A flood of RNA sequencing (RNA-seq) data is already overwhelming existing systems for data analysis. And the waters are bound to keep rising, now that RNA-seq, the primary means of measuring gene expression, is increasingly seen as a tool not only for basic researchers, but also for medical practitioners.
Particularly challenging is the comparison of multiple RNA-seq datasets, including archived datasets, to detect changes in gene expression over time, or differences in gene expression that occur when disease strikes. Such comparisons, however valuable scientifically or clinically, are extremely time consuming, particularly if they depend on frequent reanalysis to capture fluctuations in gene activity.
To facilitate the analysis (and reanalysis) of RNA-seq datasets, computer scientists have been trying various ways to wring the as much performance as possible out of data-analysis platforms.

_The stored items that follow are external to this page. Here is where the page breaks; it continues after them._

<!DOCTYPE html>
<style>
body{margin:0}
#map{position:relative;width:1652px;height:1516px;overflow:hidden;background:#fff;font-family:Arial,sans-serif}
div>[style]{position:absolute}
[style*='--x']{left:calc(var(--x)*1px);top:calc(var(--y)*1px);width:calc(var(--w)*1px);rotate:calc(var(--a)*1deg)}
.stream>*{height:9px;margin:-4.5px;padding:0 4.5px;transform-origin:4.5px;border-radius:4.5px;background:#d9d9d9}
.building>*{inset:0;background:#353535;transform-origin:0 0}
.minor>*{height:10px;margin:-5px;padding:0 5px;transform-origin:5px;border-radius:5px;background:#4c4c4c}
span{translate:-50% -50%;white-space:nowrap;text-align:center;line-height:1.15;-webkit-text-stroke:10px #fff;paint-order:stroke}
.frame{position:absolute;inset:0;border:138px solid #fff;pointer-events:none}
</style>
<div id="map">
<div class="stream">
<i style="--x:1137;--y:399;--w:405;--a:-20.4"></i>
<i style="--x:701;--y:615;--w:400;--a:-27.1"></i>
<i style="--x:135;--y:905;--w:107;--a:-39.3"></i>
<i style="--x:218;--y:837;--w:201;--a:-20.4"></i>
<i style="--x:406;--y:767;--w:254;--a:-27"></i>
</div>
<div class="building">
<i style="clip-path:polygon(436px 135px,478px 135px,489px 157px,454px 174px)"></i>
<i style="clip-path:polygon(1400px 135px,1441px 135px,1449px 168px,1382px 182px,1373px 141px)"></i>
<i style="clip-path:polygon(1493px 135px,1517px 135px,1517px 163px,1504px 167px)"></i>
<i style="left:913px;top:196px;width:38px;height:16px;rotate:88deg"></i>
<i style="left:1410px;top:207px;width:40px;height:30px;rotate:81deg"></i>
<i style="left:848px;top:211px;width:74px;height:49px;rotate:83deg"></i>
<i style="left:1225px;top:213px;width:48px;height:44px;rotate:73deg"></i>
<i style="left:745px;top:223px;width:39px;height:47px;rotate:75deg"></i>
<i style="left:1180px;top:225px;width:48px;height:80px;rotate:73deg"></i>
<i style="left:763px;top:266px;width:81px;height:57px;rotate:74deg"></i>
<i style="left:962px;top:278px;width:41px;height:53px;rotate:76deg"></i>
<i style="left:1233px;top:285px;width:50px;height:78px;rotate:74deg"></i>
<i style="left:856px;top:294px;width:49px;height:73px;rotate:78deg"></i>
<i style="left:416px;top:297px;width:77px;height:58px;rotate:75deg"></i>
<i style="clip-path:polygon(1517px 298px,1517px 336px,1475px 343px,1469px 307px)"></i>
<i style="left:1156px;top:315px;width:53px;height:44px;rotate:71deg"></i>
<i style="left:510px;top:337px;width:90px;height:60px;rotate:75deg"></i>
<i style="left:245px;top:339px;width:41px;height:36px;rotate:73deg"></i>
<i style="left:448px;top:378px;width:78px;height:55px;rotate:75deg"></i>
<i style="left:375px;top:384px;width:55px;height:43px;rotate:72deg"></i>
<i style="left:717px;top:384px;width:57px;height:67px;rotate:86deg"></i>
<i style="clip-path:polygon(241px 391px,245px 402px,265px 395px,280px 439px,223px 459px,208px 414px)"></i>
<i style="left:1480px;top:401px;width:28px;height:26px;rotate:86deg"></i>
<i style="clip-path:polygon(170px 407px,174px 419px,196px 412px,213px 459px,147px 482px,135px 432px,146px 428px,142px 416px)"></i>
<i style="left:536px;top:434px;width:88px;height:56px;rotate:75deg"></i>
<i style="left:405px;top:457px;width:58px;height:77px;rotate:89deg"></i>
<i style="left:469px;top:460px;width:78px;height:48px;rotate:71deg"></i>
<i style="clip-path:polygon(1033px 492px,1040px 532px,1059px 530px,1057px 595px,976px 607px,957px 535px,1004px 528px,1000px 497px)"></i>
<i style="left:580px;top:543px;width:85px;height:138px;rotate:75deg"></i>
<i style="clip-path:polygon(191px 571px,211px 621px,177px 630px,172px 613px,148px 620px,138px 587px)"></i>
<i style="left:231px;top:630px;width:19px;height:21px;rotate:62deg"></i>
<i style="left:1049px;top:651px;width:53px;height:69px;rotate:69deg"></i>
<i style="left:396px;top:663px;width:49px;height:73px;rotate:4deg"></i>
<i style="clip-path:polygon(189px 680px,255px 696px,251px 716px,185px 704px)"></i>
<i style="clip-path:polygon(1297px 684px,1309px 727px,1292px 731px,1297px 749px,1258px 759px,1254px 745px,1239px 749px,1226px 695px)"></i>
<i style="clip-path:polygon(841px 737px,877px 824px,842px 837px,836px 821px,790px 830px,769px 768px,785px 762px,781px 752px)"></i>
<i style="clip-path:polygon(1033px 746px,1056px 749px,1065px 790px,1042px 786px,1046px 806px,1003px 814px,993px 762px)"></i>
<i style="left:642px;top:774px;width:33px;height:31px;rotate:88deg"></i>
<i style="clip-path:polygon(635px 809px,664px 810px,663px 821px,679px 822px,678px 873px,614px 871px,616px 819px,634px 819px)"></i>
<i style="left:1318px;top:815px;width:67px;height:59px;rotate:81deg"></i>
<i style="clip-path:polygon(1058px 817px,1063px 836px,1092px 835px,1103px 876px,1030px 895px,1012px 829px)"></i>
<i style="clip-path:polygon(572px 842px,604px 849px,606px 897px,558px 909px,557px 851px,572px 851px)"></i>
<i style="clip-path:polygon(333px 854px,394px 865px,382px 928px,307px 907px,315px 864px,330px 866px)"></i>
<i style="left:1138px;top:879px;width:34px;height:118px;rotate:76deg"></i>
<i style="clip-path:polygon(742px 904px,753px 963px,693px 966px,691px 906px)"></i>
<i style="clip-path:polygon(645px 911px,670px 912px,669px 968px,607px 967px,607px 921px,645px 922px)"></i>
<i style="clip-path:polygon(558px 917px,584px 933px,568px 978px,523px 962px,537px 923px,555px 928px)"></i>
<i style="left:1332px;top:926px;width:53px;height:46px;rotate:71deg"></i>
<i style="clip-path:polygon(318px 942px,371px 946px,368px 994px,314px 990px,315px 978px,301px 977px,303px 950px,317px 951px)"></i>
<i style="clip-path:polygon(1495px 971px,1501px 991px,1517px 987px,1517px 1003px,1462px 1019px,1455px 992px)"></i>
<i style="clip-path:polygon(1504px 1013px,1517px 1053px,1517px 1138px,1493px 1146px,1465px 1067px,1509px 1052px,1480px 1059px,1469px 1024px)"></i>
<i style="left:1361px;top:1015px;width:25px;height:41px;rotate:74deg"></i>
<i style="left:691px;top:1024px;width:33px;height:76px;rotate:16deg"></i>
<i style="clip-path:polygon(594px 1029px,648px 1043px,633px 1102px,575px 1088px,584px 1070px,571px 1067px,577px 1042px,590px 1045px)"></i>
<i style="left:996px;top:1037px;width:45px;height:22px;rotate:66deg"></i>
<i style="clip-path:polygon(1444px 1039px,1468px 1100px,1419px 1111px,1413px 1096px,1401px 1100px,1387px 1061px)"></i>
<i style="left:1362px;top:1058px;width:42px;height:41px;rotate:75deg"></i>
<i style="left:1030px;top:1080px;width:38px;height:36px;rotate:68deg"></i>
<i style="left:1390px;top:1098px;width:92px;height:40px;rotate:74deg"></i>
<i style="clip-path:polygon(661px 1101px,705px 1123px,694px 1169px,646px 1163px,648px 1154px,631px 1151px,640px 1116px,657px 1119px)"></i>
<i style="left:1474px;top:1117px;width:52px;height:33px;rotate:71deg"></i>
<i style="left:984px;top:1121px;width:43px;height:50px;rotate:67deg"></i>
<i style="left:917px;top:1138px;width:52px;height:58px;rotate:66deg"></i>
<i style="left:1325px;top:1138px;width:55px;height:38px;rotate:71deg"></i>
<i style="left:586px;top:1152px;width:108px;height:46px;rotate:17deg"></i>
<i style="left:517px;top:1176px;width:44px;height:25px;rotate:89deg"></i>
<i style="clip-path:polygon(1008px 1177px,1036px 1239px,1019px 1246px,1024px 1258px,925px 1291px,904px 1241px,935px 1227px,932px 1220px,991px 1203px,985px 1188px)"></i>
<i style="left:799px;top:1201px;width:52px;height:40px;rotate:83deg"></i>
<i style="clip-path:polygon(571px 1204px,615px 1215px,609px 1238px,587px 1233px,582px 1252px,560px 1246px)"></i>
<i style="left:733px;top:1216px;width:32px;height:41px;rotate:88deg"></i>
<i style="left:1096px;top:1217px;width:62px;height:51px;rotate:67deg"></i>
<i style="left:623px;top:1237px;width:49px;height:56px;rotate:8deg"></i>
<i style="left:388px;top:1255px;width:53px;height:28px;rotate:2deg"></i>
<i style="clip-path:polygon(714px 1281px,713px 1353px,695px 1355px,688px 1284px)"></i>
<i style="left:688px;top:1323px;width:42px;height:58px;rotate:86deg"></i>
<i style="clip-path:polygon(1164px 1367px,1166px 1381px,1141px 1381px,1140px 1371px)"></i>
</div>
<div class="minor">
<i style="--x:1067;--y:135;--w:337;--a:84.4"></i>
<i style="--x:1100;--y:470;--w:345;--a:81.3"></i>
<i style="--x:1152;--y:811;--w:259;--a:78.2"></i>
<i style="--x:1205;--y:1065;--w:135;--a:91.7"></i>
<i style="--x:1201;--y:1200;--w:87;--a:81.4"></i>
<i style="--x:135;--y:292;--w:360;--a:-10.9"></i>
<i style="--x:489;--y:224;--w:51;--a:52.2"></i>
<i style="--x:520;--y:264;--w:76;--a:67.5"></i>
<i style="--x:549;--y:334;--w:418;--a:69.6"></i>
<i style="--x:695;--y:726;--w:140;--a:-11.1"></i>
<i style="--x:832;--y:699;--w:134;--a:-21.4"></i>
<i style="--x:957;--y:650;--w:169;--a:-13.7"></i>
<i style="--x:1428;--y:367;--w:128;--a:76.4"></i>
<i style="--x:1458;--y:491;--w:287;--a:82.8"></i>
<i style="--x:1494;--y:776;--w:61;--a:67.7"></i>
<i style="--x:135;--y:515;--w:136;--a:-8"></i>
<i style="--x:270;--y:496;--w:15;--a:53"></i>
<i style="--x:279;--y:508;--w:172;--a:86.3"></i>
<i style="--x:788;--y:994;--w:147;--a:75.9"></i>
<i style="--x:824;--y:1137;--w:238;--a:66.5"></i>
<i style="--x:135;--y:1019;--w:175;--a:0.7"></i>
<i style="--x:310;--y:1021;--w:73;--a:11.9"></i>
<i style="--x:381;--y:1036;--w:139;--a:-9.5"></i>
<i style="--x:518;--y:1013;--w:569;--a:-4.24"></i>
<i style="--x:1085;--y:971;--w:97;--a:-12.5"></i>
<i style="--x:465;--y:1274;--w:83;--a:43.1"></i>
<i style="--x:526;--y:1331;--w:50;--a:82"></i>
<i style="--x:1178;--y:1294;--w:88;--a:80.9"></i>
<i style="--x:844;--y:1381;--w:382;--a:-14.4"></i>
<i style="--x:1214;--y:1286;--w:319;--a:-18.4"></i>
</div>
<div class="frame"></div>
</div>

And now, one group of computer scientists, representing researchers from Carnegie Mellon University and the University of Maryland, report that they have developed a new computational method that dramatically speeds up estimates of gene expression.
With the new method, dubbed Sailfish after the famously speedy fish, estimates of gene expression that previously took many hours can be completed in a few minutes, with accuracy that equals or exceeds previous methods. The researchers’ new method was presented online April 20 in the journal Nature Biotechnology, in an article entitled “Sailfish enables alignment-free isoform quantification from RNA-seq reads using lightweight algorithms.”
The article’s authors emphasised that gigantic repositories of RNA-seq data now exist, making it possible to re-analyze experiments in light of new discoveries. “But 15 hours a pop really starts to add up, particularly if you want to look at 100 experiments,” said Carl Kingsford, Ph.D., an associate professor in CMU's Lane Center for Computational Biology. “With Sailfish, we can give researchers everything they got from previous methods, but faster.”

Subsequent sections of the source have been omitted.